From the records below, transcribe only the lines running from the one with "M 652,142 L 669,175 L 627,197 L 610,164 Z" through the one with "M 1675,713 L". Keep both of those end lines.

┌──

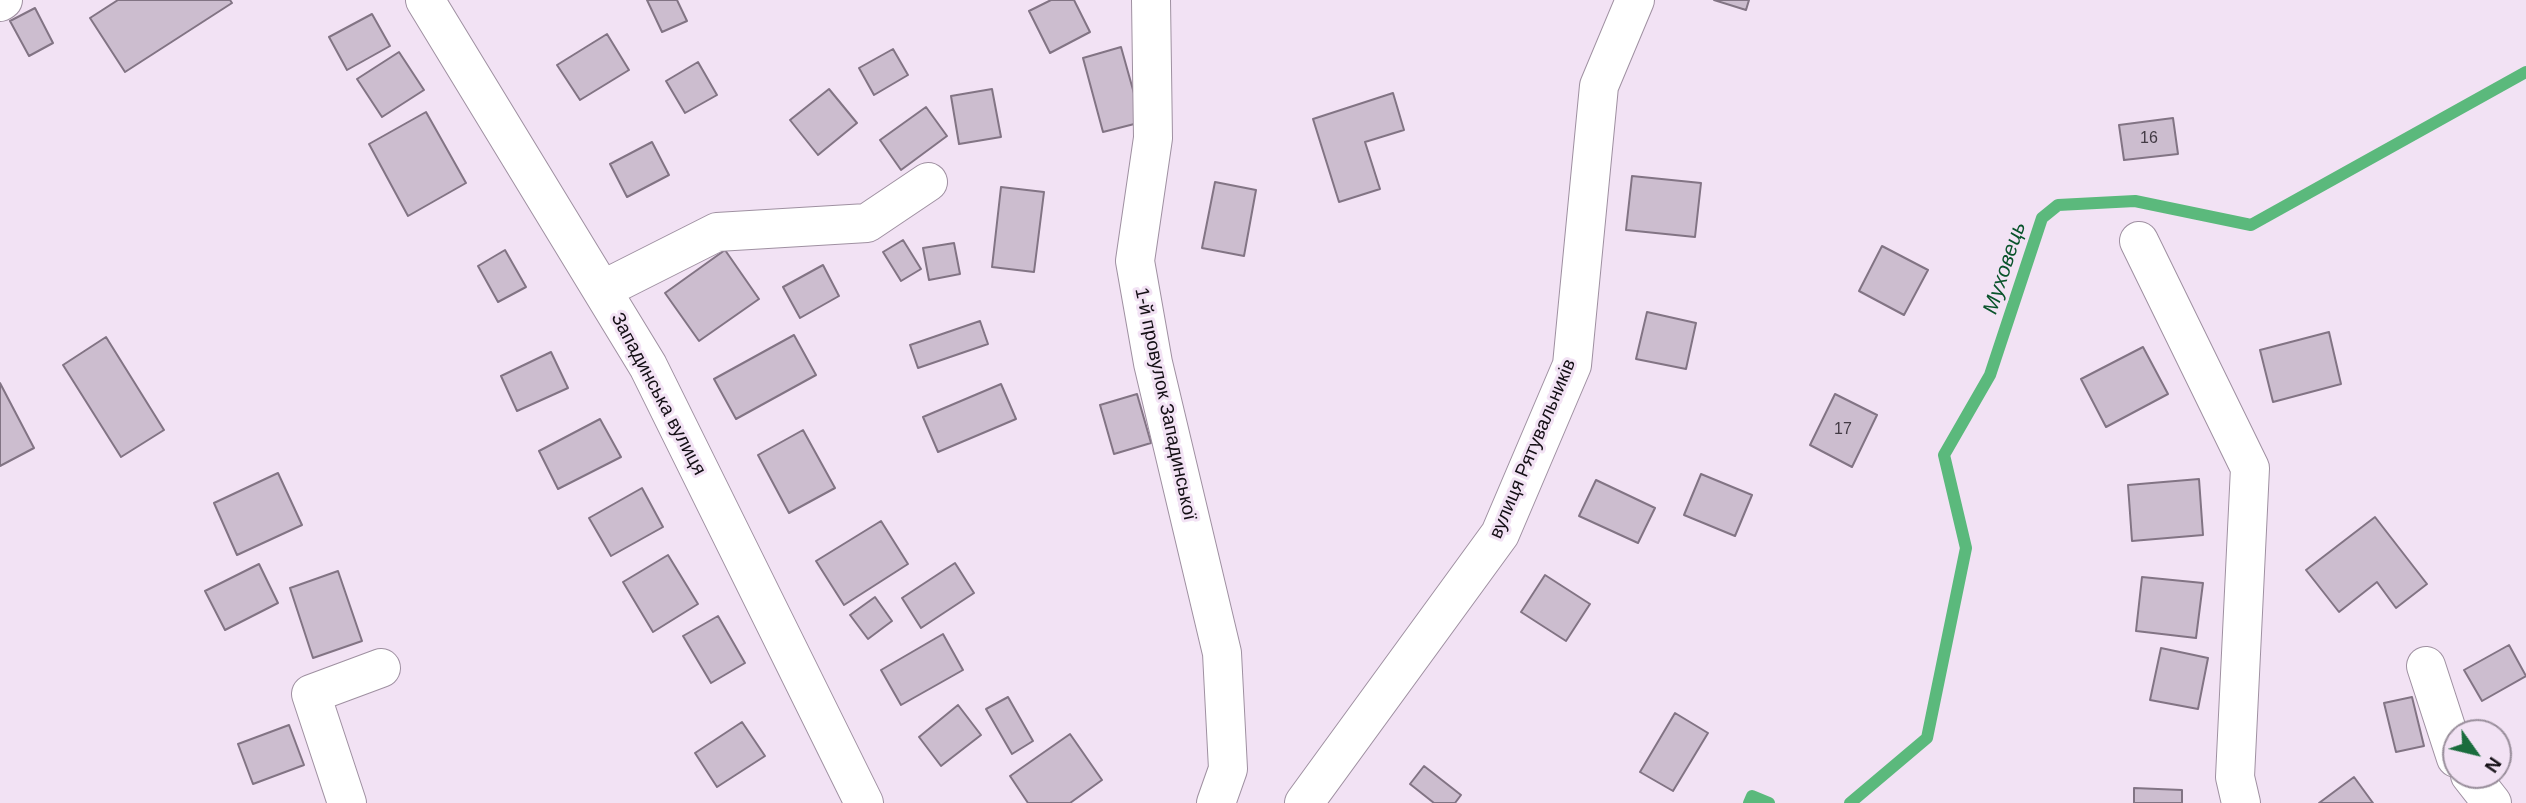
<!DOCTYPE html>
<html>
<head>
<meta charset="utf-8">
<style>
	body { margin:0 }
	#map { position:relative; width:2526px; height:803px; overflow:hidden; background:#f2e2f4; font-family:Arial,sans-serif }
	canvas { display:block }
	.north { position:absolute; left:2442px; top:719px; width:70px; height:70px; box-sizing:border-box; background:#f2e2f4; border:2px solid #998e9b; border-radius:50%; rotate:124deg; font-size:19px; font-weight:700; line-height:28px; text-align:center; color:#140f15 }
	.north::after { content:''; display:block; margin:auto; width:24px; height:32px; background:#1a6c3d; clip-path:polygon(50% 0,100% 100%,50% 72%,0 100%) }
</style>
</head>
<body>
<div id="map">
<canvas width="2526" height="803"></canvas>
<div class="north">N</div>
</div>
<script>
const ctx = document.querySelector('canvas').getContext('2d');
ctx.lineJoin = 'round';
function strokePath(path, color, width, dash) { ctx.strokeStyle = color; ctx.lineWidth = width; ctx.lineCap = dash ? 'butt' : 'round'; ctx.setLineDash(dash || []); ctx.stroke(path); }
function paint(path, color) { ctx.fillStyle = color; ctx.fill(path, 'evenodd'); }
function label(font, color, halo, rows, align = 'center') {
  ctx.font = font + ' Arial,sans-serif'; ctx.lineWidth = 6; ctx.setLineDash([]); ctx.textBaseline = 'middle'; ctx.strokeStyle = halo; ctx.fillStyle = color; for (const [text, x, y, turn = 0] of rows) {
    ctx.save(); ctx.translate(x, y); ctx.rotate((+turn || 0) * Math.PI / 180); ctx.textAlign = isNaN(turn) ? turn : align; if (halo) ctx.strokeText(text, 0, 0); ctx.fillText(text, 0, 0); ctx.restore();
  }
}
const stream = new Path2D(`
	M 1749,803 L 1752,796 L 1769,803
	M 1850,803 L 1927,738 L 1966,548 L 1944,455 L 1990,375 L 2042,218 L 2058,205 L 2135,201 L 2251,225 L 2526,72`);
const building = new Path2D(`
	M 118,0 L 230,0 L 232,3 L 125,72 L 90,18 Z
	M 647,0 L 677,0 L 687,21 L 662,32 Z
	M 1051,0 L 1074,0 L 1090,32 L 1050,53 L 1029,11 Z
	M 1714,0 L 1749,0 L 1746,10 Z
	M 35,8 L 53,43 L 29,56 L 10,21 Z
	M 372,14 L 390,46 L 347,70 L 329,37 Z
	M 607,34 L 629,70 L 580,100 L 557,65 Z
	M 1121,47 L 1142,122 L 1103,132 L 1083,58 Z
	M 893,49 L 908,75 L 874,95 L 859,68 Z
	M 399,52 L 424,90 L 382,117 L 357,79 Z
	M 698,62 L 717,95 L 685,113 L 666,81 Z
	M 829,89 L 857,123 L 818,155 L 790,120 Z
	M 992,89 L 1001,137 L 959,144 L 951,96 Z
	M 1393,93 L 1404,130 L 1365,142 L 1380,189 L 1339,202 L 1313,119 Z
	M 926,107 L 947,136 L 901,170 L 880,140 Z
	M 426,112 L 466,183 L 408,216 L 369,144 Z
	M 2173,118 L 2178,154 L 2124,160 L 2119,125 Z
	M 652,142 L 669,175 L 627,197 L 610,164 Z
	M 1632,176 L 1701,183 L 1695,237 L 1626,230 Z
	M 1215,182 L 1256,190 L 1244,256 L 1202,248 Z
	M 1001,187 L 1044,192 L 1034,272 L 992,267 Z
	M 903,240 L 921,269 L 901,281 L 883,252 Z
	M 954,243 L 960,274 L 929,280 L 923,248 Z
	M 1882,246 L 1928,270 L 1904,315 L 1859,291 Z
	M 505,250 L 526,287 L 498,302 L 478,266 Z
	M 725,250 L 759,299 L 699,341 L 665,293 Z
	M 823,265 L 839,296 L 800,318 L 783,287 Z
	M 1647,312 L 1696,323 L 1686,369 L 1636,359 Z
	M 980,321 L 988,344 L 918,368 L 910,345 Z
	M 2329,332 L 2341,384 L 2273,402 L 2260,350 Z
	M 794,335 L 816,375 L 736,419 L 714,379 Z
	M 106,337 L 164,430 L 121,457 L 63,365 Z
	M 2143,347 L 2168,394 L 2106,427 L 2081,379 Z
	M 551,352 L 568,388 L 517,411 L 501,376 Z
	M 0,383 L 34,448 L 0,466 Z
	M 1001,384 L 1016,419 L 938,452 L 923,417 Z
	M 1137,394 L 1151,443 L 1114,454 L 1100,405 Z
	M 1835,394 L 1877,415 L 1852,467 L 1810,445 Z
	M 600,419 L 621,457 L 558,489 L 539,451 Z
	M 803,430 L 835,488 L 789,513 L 758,455 Z
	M 278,473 L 302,525 L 237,555 L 214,503 Z
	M 1701,474 L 1752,495 L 1735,536 L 1684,515 Z
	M 2199,479 L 2203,535 L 2132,541 L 2128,485 Z
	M 1596,480 L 1655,508 L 1638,543 L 1579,516 Z
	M 642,488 L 663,527 L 611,556 L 589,518 Z
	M 2375,517 L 2427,584 L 2396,608 L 2377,582 L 2339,612 L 2306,570 Z
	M 881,521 L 908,564 L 844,605 L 816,561 Z
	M 668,555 L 698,604 L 653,632 L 623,582 Z
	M 955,563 L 974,593 L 921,628 L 902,598 Z
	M 259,564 L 278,603 L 225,630 L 205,591 Z
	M 338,571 L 362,641 L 313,658 L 290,588 Z
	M 1545,575 L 1590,604 L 1566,641 L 1521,612 Z
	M 2142,577 L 2203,583 L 2196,638 L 2136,631 Z
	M 875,597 L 892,621 L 868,639 L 850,615 Z
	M 718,616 L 745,663 L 711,683 L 683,636 Z
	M 943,634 L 963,670 L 901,705 L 881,670 Z
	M 2509,645 L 2526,676 L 2482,701 L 2464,670 Z
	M 2161,648 L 2208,658 L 2198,709 L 2150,700 Z
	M 1008,697 L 1033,741 L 1012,754 L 986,709 Z
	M 2412,697 L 2424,746 L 2396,752 L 2384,703 Z
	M 958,705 L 981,735 L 941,766 L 919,737 Z
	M 1675,713 L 1708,733 L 1673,791 L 1640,772 Z
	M 742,722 L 765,756 L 717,787 L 695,753 Z
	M 289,725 L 304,765 L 253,784 L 238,744 Z
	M 1070,734 L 1102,780 L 1070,803 L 1028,803 L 1010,776 Z
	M 1424,766 L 1461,795 L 1455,803 L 1434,803 L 1410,784 Z
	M 2354,777 L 2373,803 L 2319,803 Z
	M 2134,788 L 2182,790 L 2182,803 L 2134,803 Z`);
const minor = new Path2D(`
	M 425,0 L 648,366 L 864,803
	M 1151,0 L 1153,138 L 1135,261 L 1153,363 L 1222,653 L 1228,769 L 1216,803
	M 0,2 L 3,0
	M 2139,241 L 2250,468 L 2235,777 L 2241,803
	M 602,290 L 717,232 L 867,223 L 928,182
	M 2426,666 L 2456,758
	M 2470,775 L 2492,803
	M 347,803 L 311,694 L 381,668`);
const major = new Path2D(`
	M 1304,803 L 1500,534 L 1572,365 L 1599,86 L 1635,0`);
const numberNames = [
	["16",2149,139],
	["17",1843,430]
];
const streetNames = [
	["Западинська вулиця",658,394,62],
	["1-й провулок Западинської",1165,404,78],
	["вулиця Рятувальників",1533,449,-67]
];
const waterNames = [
	["Муховець",2005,268,-72]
];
strokePath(stream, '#5bb97c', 12);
paint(building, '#ccbdcf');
strokePath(building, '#827484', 2);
strokePath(minor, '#9f90a1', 40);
strokePath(major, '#9f90a1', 40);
strokePath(minor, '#fff', 38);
strokePath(major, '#fff', 38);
label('16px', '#423a44', null, numberNames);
label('19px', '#140f15', '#f2e2f4', streetNames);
label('italic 21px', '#09532b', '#f2e2f4', waterNames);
</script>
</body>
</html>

└──

ANSWER TO THE EXERCISE —
	M 652,142 L 669,175 L 627,197 L 610,164 Z
	M 1632,176 L 1701,183 L 1695,237 L 1626,230 Z
	M 1215,182 L 1256,190 L 1244,256 L 1202,248 Z
	M 1001,187 L 1044,192 L 1034,272 L 992,267 Z
	M 903,240 L 921,269 L 901,281 L 883,252 Z
	M 954,243 L 960,274 L 929,280 L 923,248 Z
	M 1882,246 L 1928,270 L 1904,315 L 1859,291 Z
	M 505,250 L 526,287 L 498,302 L 478,266 Z
	M 725,250 L 759,299 L 699,341 L 665,293 Z
	M 823,265 L 839,296 L 800,318 L 783,287 Z
	M 1647,312 L 1696,323 L 1686,369 L 1636,359 Z
	M 980,321 L 988,344 L 918,368 L 910,345 Z
	M 2329,332 L 2341,384 L 2273,402 L 2260,350 Z
	M 794,335 L 816,375 L 736,419 L 714,379 Z
	M 106,337 L 164,430 L 121,457 L 63,365 Z
	M 2143,347 L 2168,394 L 2106,427 L 2081,379 Z
	M 551,352 L 568,388 L 517,411 L 501,376 Z
	M 0,383 L 34,448 L 0,466 Z
	M 1001,384 L 1016,419 L 938,452 L 923,417 Z
	M 1137,394 L 1151,443 L 1114,454 L 1100,405 Z
	M 1835,394 L 1877,415 L 1852,467 L 1810,445 Z
	M 600,419 L 621,457 L 558,489 L 539,451 Z
	M 803,430 L 835,488 L 789,513 L 758,455 Z
	M 278,473 L 302,525 L 237,555 L 214,503 Z
	M 1701,474 L 1752,495 L 1735,536 L 1684,515 Z
	M 2199,479 L 2203,535 L 2132,541 L 2128,485 Z
	M 1596,480 L 1655,508 L 1638,543 L 1579,516 Z
	M 642,488 L 663,527 L 611,556 L 589,518 Z
	M 2375,517 L 2427,584 L 2396,608 L 2377,582 L 2339,612 L 2306,570 Z
	M 881,521 L 908,564 L 844,605 L 816,561 Z
	M 668,555 L 698,604 L 653,632 L 623,582 Z
	M 955,563 L 974,593 L 921,628 L 902,598 Z
	M 259,564 L 278,603 L 225,630 L 205,591 Z
	M 338,571 L 362,641 L 313,658 L 290,588 Z
	M 1545,575 L 1590,604 L 1566,641 L 1521,612 Z
	M 2142,577 L 2203,583 L 2196,638 L 2136,631 Z
	M 875,597 L 892,621 L 868,639 L 850,615 Z
	M 718,616 L 745,663 L 711,683 L 683,636 Z
	M 943,634 L 963,670 L 901,705 L 881,670 Z
	M 2509,645 L 2526,676 L 2482,701 L 2464,670 Z
	M 2161,648 L 2208,658 L 2198,709 L 2150,700 Z
	M 1008,697 L 1033,741 L 1012,754 L 986,709 Z
	M 2412,697 L 2424,746 L 2396,752 L 2384,703 Z
	M 958,705 L 981,735 L 941,766 L 919,737 Z
	M 1675,713 L 1708,733 L 1673,791 L 1640,772 Z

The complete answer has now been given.